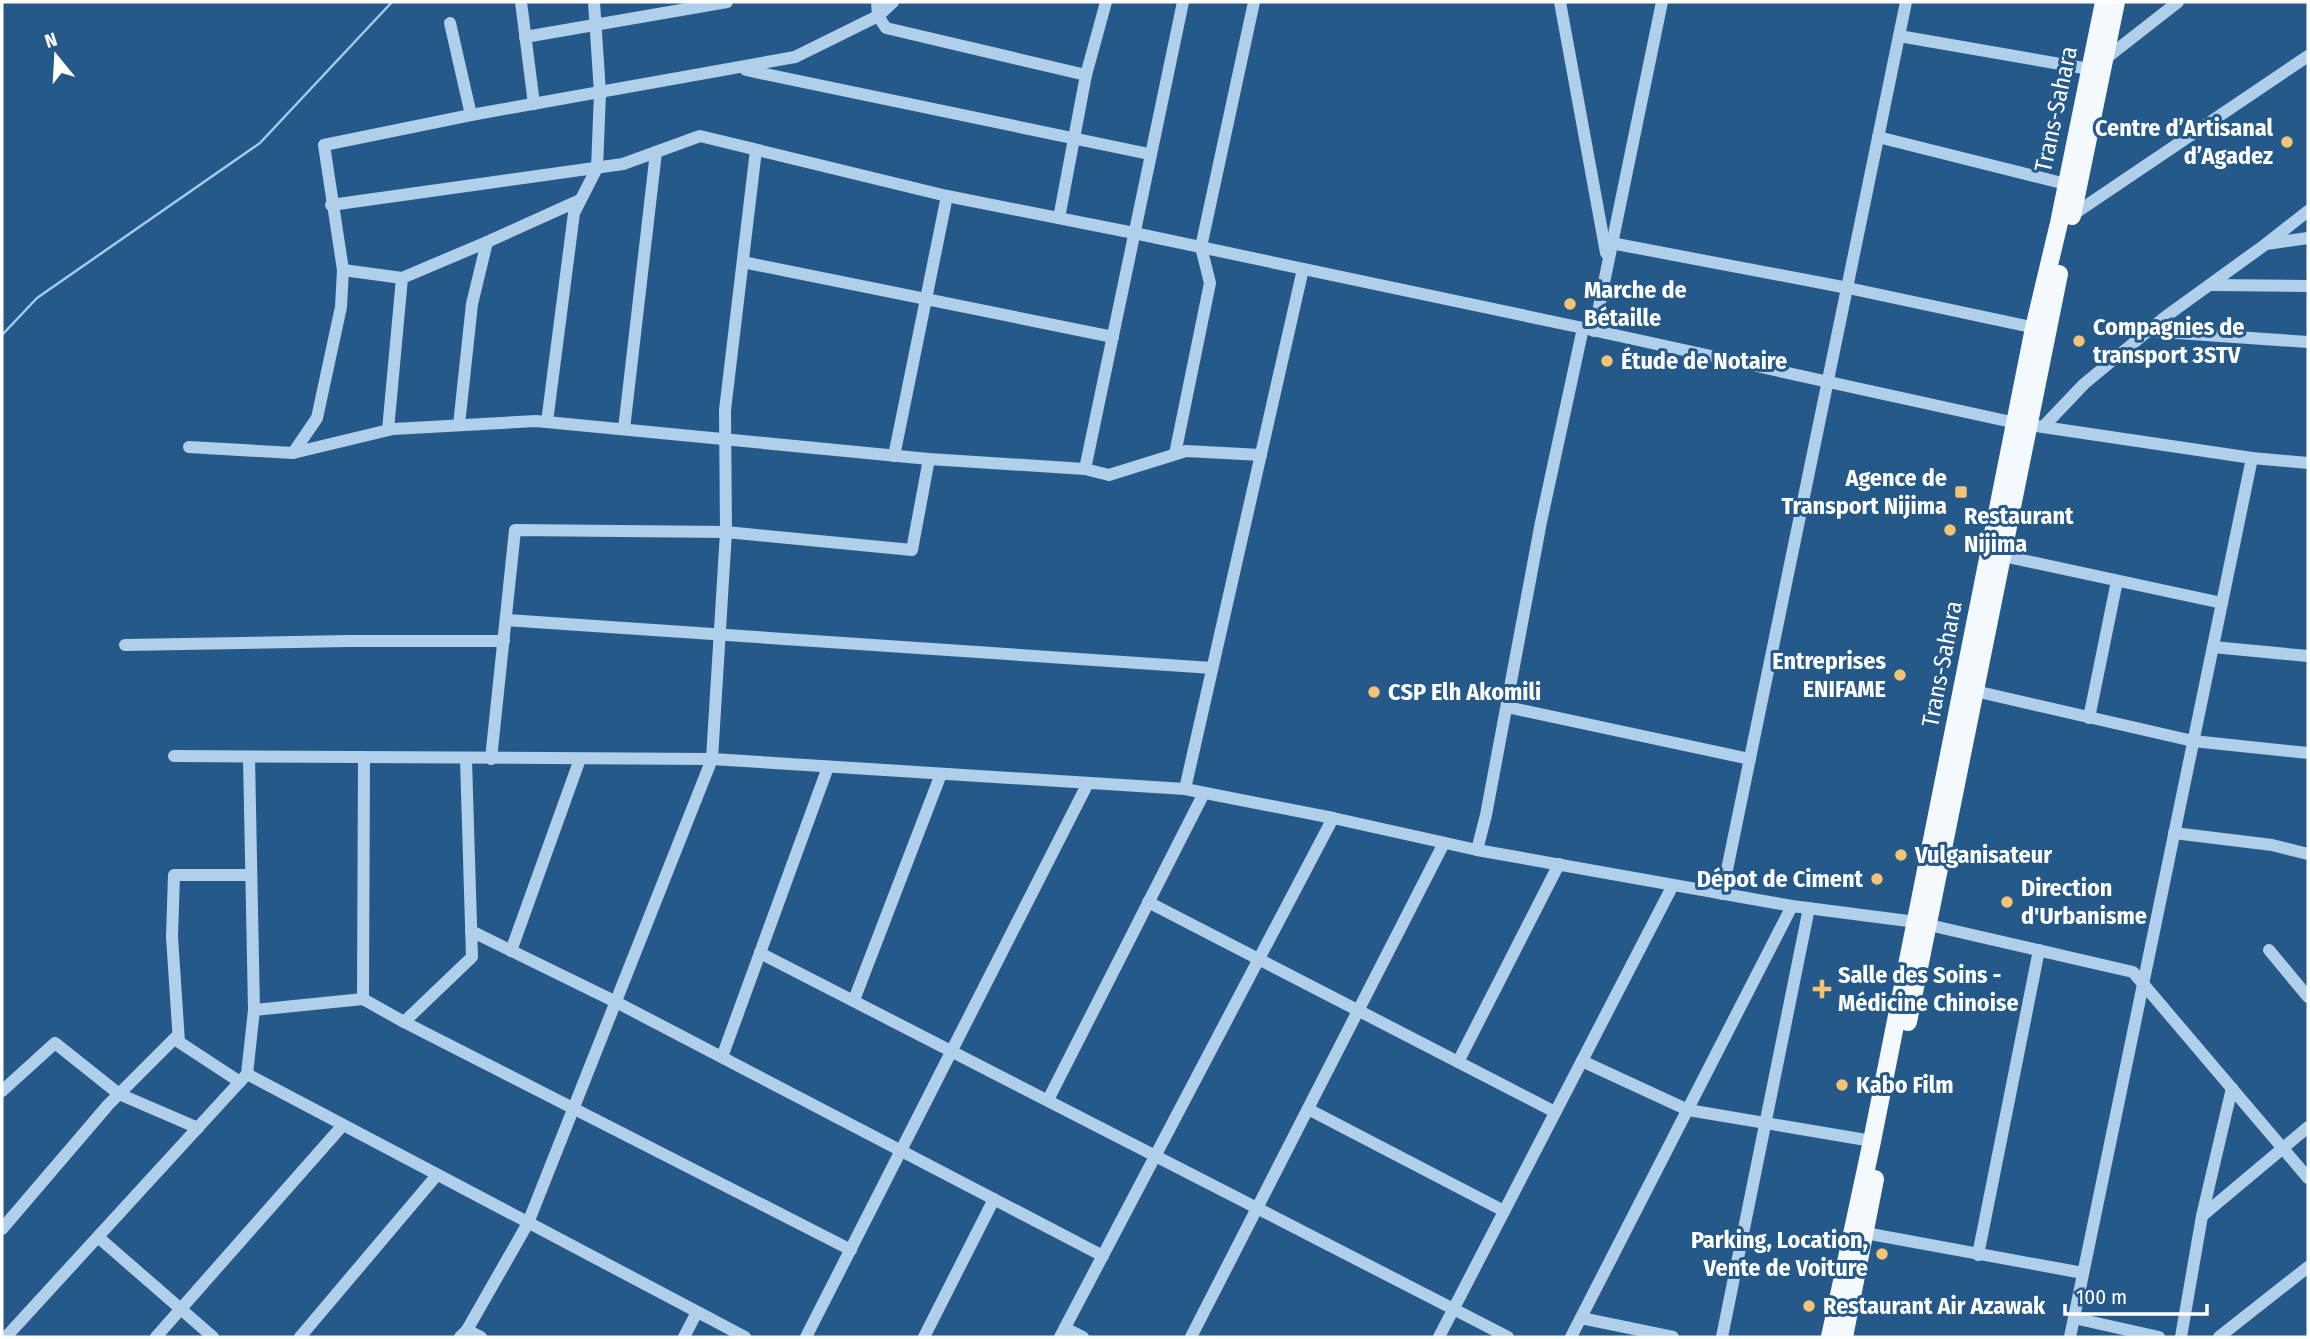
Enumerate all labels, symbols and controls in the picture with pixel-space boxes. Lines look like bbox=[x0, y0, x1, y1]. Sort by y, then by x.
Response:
north arrow bbox=[21, 21, 91, 91]
text: N bbox=[42, 28, 60, 53]
street label: Trans-Sahara bbox=[2029, 44, 2083, 174]
place label: Centre d’Artisanal d’Agadez bbox=[2095, 114, 2273, 170]
marker: Centre d’Artisanal d’Agadez bbox=[2279, 134, 2295, 150]
place label: Marche de Bétaille bbox=[1584, 276, 1687, 332]
marker: Marche de Bétaille bbox=[1562, 296, 1578, 312]
place label: Compagnies de transport 3STV bbox=[2093, 313, 2244, 369]
marker: Compagnies de transport 3STV bbox=[2071, 333, 2087, 349]
place label: Étude de Notaire bbox=[1621, 346, 1787, 375]
marker: Étude de Notaire bbox=[1599, 353, 1615, 369]
place label: Agence de Transport Nijima bbox=[1782, 464, 1947, 520]
marker: Agence de Transport Nijima bbox=[1953, 484, 1969, 500]
place label: Restaurant Nijima bbox=[1964, 502, 2074, 558]
marker: Restaurant Nijima bbox=[1942, 522, 1958, 538]
street label: Trans-Sahara bbox=[1916, 599, 1968, 729]
place label: Entreprises ENIFAME bbox=[1772, 647, 1886, 703]
marker: Entreprises ENIFAME bbox=[1892, 667, 1908, 683]
place label: CSP Elh Akomili bbox=[1388, 678, 1541, 706]
marker: CSP Elh Akomili bbox=[1366, 684, 1382, 700]
place label: Vulganisateur bbox=[1914, 841, 2052, 869]
marker: Vulganisateur bbox=[1893, 847, 1909, 863]
place label: Dépot de Ciment bbox=[1697, 865, 1864, 893]
marker: Dépot de Ciment bbox=[1869, 871, 1885, 887]
place label: Direction d'Urbanisme bbox=[2021, 874, 2147, 930]
marker: Direction d'Urbanisme bbox=[1999, 894, 2015, 910]
place label: Salle des Soins - Médicine Chinoise bbox=[1838, 961, 2019, 1017]
marker: Salle des Soins - Médicine Chinoise bbox=[1812, 979, 1832, 999]
place label: Kabo Film bbox=[1856, 1071, 1954, 1099]
marker: Kabo Film bbox=[1834, 1077, 1850, 1093]
place label: Parking, Location, Vente de Voiture bbox=[1691, 1226, 1868, 1282]
marker: Parking, Location, Vente de Voiture bbox=[1874, 1246, 1890, 1262]
scale bar bbox=[2065, 1272, 2207, 1316]
text: 100 m bbox=[2076, 1284, 2127, 1310]
place label: Restaurant Air Azawak bbox=[1823, 1292, 2046, 1320]
marker: Restaurant Air Azawak bbox=[1801, 1298, 1817, 1314]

## [Exercise directions]
Only lines that contain the string "Artisanal" count; pick each one out of the records and copy it.

## [Answer area]
place label: Centre d’Artisanal d’Agadez bbox=[2095, 114, 2273, 170]
marker: Centre d’Artisanal d’Agadez bbox=[2279, 134, 2295, 150]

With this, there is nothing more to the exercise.